Two years ago, shortly after Bush won reelection, McCain declared that the president has a right to appoint his team of advisers, even though they may be controversial or unappealing to senators who have the responsibility of confirming them.

“Mr. President, elections have consequences, and one consequence of President Bush’s reelection is that he has the right to appoint officials of his choice,” McCain said in a statement on the Senate floor as his colleagues were considering whether to confirm John Bolton as U.S. ambassador to the United Nations.

“I stress this, because the president nominates not the Democrats’ selection, nor mine or that of any other senator, but his own choice,” said McCain. “When President Clinton was elected, I did not share the policy views of some of the officials he nominated, but I voted to confirm them, knowing that the president has a right to put into place the team that he believes will serve him best.”

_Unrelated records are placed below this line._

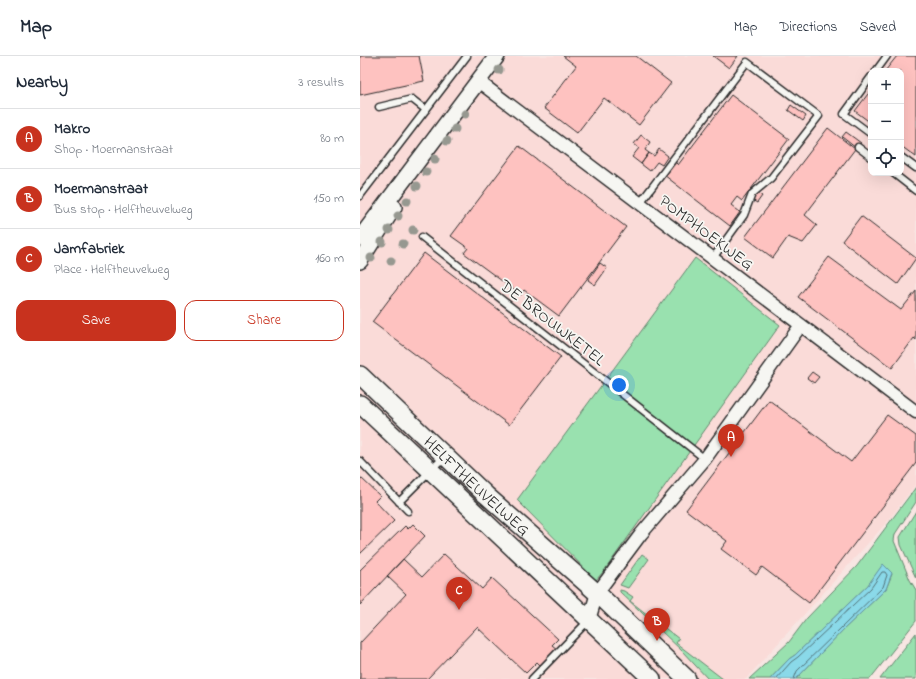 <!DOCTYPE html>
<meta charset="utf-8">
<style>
body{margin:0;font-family:"Indie Flower",sans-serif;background:#f6f6f7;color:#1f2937}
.controls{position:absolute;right:12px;top:12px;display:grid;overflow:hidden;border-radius:8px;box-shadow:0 4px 16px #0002}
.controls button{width:36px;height:36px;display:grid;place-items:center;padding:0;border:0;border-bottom:1px solid #e0e1e3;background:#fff;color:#1f2937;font:20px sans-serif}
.you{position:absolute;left:259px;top:329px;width:14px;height:14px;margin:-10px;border:3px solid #fff;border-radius:50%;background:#1a73e8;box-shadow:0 0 0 6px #1a73e833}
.badge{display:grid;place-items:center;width:26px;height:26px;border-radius:50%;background:#c8321e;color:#fff;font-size:13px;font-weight:700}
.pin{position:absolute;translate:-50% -33px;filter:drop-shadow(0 1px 2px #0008)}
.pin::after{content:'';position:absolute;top:21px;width:14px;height:12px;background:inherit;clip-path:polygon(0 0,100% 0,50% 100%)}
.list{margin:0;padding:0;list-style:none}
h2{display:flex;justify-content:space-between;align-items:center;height:52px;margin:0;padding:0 16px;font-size:17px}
h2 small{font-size:13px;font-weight:400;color:#747a83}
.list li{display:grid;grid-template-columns:26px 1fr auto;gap:12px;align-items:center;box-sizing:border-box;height:60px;padding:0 16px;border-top:1px solid #e0e1e3}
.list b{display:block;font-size:15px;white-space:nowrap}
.list p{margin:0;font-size:13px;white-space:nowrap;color:#747a83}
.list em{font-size:13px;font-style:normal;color:#747a83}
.actions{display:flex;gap:8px;padding:12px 16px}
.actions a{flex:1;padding:9px 0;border:1px solid #c8321e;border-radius:12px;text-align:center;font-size:14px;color:#c8321e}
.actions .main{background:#c8321e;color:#fff}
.icon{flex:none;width:22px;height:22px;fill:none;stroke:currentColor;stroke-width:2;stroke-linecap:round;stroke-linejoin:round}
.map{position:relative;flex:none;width:556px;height:623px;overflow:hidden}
header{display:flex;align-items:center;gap:24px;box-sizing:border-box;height:56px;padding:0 20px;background:#fff;border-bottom:1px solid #e0e1e3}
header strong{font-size:19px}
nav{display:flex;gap:22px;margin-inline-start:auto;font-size:14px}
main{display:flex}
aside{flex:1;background:#fff}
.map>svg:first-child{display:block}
.built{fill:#fadbd8;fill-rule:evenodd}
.green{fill:#99e1af;stroke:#62866d}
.water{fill:#8ad9e9;stroke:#64939d}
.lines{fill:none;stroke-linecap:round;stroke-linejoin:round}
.shore{stroke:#517177;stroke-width:1}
.building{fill:#fec2c0;stroke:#2b2b2b}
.service-casing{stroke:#2b2b2b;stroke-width:9}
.minor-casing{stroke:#2b2b2b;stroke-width:15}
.tertiary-casing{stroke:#2b2b2b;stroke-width:18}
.secondary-casing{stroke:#2b2b2b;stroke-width:20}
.service{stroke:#f6f6f2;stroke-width:6}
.minor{stroke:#f6f6f2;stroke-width:12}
.tertiary{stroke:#f6f6f2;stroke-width:15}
.secondary{stroke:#f6f6f2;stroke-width:17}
.tree{fill:#969890}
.labels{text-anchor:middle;stroke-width:3.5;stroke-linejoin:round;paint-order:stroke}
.street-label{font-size:17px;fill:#2b2b2b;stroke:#f6f6f2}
</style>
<header>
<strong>Map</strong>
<nav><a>Map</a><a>Directions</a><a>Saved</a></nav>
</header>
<main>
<aside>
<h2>Nearby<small>3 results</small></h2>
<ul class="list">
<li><span class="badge">A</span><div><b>Makro</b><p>Shop · Moermanstraat</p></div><em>80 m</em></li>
<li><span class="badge">B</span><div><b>Moermanstraat</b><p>Bus stop · Helftheuvelweg</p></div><em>150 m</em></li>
<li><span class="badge">C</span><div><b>Jamfabriek</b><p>Place · Helftheuvelweg</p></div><em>160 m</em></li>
</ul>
<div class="actions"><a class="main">Save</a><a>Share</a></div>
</aside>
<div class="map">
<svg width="556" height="623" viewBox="0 0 556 623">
<rect width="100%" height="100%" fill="#f8e6e3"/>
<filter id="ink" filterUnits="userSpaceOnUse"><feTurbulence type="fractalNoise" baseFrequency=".025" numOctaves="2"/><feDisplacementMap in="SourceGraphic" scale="8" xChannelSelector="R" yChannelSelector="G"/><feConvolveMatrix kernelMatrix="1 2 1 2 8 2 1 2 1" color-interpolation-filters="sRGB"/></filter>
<g filter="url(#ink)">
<path class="built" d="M0,0H556V428L529,464L386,623H0ZM511,15H541V117H511Z"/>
<path class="green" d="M335,202L420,269L244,515L236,524L157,444Z
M556,431V446L535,478L534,485L550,524L556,534V565L510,623H436L483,574L526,533L532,518L523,509L508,529L435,599L429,603L410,623H389L429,586L447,562L497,510Z
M556,455V522L541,489L540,481Z
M282,498L289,503L268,532L260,529Z
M260,534L264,535L273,541L270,545L319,583L316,587L363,623H348L322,595L260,536Z
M556,577V623H520Z"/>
<path class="water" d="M523,508L532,517L526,533L483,574L436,623H410L429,603L435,599L508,529Z"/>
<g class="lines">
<path class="shore" d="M416,623L431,606L438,601L511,532L522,516H525L527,519L523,531L437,615L434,623"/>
</g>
<path class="building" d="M0,0H59L64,25L0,39Z
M203,0H276L311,27L279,69L244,42L217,77L184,52L216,10Z
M353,0H378L369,12Z
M537,0H556V101L541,90V15H525Z
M511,34V67L495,55Z
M371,39L429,83L382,145L377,141L371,149L380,156L370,170L304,119L314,105L318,109Z
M431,49L446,60L443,65L428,54Z
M468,72L495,93L445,159L457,169L443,187L428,181L413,202L385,181Z
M486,76L501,87L496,92L482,81Z
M281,79L290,86L285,94L289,97L281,108L272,101L279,92L274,88Z
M159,90L266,171L199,260L164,234L161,239L104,197L108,192L91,180Z
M299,93L308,100L302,109L297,106L290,115L281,108L289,97L294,100Z
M398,137L402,140L397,147L392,144Z
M501,160L556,202L538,228L482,185Z
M64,197L201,301L149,369L12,266Z
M469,201L541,254L556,235V284L554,282L532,312L438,241Z
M240,207L247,212L235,229L228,224Z
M452,316L459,321L454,327L447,322Z
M409,344L491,406L527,359L556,380V407L449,547L402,511L396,519L361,493L367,485L326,454Z
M0,421L20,440L15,445L34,465L0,498Z
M53,468L65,480L0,549V514L45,470L48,473Z
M84,498L122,533L132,522L198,583L192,589L197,593L181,610L177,606L166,617L117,571L67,623H0V587L46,538L27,520L43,503L62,521Z"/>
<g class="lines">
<g class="service-casing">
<path id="service" d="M516,15L527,0
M511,21L484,58L511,78
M19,51L52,43L66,54
M498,91L511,101
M541,101L556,112
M533,117L556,135
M0,140L107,0
M280,147L387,6L459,60L411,122L392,138L384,159L353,202
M62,181L345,403
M0,405L48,455
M39,446L84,401
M172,623L228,565"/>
</g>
<g class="minor-casing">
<path id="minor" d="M118,25L556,356
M229,564L237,537L281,478L345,403L441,269"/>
</g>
<g class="tertiary-casing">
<path id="tertiary" d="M0,182L137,0
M0,205L34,151"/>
</g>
<g class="secondary-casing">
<g id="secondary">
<path id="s1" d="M0,319L126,439L237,537L327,623"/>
<path d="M0,348L292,623"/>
</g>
</g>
<use href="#service" class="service"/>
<use href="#minor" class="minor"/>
<use href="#tertiary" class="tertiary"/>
<use href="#secondary" class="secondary"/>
</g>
<g class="tree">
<circle cx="139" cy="14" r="4.5"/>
<circle cx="105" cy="58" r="4.5"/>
<circle cx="95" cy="73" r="4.5"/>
<circle cx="87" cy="85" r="4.5"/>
<circle cx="75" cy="103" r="4.5"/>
<circle cx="66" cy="116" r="4.5"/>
<circle cx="57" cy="130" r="4.5"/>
<circle cx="47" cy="145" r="4.5"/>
<circle cx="38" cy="160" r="4.5"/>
<circle cx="29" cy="174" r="4.5"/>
<circle cx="53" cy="174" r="4.5"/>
<circle cx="22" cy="186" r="4.5"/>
<circle cx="43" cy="188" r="4.5"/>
<circle cx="11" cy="202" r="4.5"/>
<circle cx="31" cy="205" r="4.5"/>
</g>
</g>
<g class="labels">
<g class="street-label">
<text transform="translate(347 176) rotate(37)" y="6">POMPHOEKWEG</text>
<text transform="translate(193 266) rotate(38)" y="6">DE BROUWKETEL</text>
<text dy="6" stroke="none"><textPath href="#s1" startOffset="161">HELFTHEUVELWEG</textPath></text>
</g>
</g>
</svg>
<div class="controls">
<button>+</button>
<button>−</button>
<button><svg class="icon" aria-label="locate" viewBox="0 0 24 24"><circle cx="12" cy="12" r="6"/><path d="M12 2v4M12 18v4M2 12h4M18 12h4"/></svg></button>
</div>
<div class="you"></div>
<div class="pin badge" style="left:371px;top:401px">A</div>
<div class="pin badge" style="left:297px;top:585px">B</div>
<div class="pin badge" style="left:99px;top:554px">C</div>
</div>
</main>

Bolton at the time was a far more controversial nominee. He never received a confirmation vote from the full Senate because Democrats filibustered his nomination with the support of Sen. George Voinovich (R-Ohio). Bolton attracted widespread criticism after the Foreign Relations Committee received testimony from the nominee’s former colleagues, who accused him of being abusive.

Democrats criticized Bolton’s nomination because of his outspoken critical views of the U.N., which he described as irrelevant and corrupt.

Melissa Shuffield, McCain’s spokeswoman, said his statement during the Bolton debate conveyed his belief that presidential appointees should receive up-or-down confirmation votes, and did not mean to say they are entitled to unanimous approval.

She noted that in the same floor statement that McCain urged his colleagues to allow a vote to proceed.

“For my colleagues who disagree and do not want Mr. Bolton there, I respect their views,” he said. “But let’s go ahead and give him an up-or-down vote before we go into recess for a week. Let him go.”

Senate approval for the position of Army chief of staff is usually routine — either by voice vote or unanimous consent.

There is only one recorded instance of the Senate voting on an Army chief of staff, which happened in 1972 after public support for the Vietnam war had cratered when Sens. Frank Church (D-Idaho) and William Proxmire (D-Wis.) cast the only two votes against Gen. Creighton Abrams. Neither lawmaker sat on the Armed Services Committee at that time, according to Senate records.

“This is not a typical step,” said Norman Ornstein, a congressional scholar at the American Enterprise Institute, of McCain’s vote. “It’s a reflection of a deep frustration that McCain has felt for three years about the way this war has been conducted; a frustration with [former Defense Secretary Donald] Rumsfeld, with the president and vice president, and with the military.”

McCain did not have a chance to formally register his position on the war earlier this week when he missed the vote on proceeding to consideration of two Iraqi war resolutions, including one he sponsored along with Sens. Lindsey Graham (R-S.C.) and Joe Lieberman (D-Conn.). McCain was in Texas meeting with political supporters.

Sen. Edward Kennedy (D-Mass.) and other Democrats claimed the vote on whether to end a filibuster of the resolutions would be considered tantamount to a vote on the war itself if Republicans successfully blocked consideration of the resolutions.

Luis Miranda, a spokesman for the Democratic National Committee, said that McCain was trying to distance himself from the president’s war policy, but that it would not succeed.

But Ornstein disputed allegations of McCain’s political motive.

“This is not an area where McCain is posturing for politics,” said Ornstein, who explained that his judgment was based on knowing McCain personally. “That line is drawn. When it comes to war and peace John McCain is going to do what he thinks is right no matter what.”

Sen. Sam Brownback (R-Kan.), one of McCain’s rivals for the Republican presidential nomination, declined to offer judgment on his colleague.

“I don’t know what his rationale was,” he said.

But others said they respected McCain’s stance.

“I respect John McCain and his extraordinary knowledge of the U.S. military,” said Sen. John Warner (R-Va.), who preceded McCain as the senior Republican on Armed Services. “His vote should be respected.”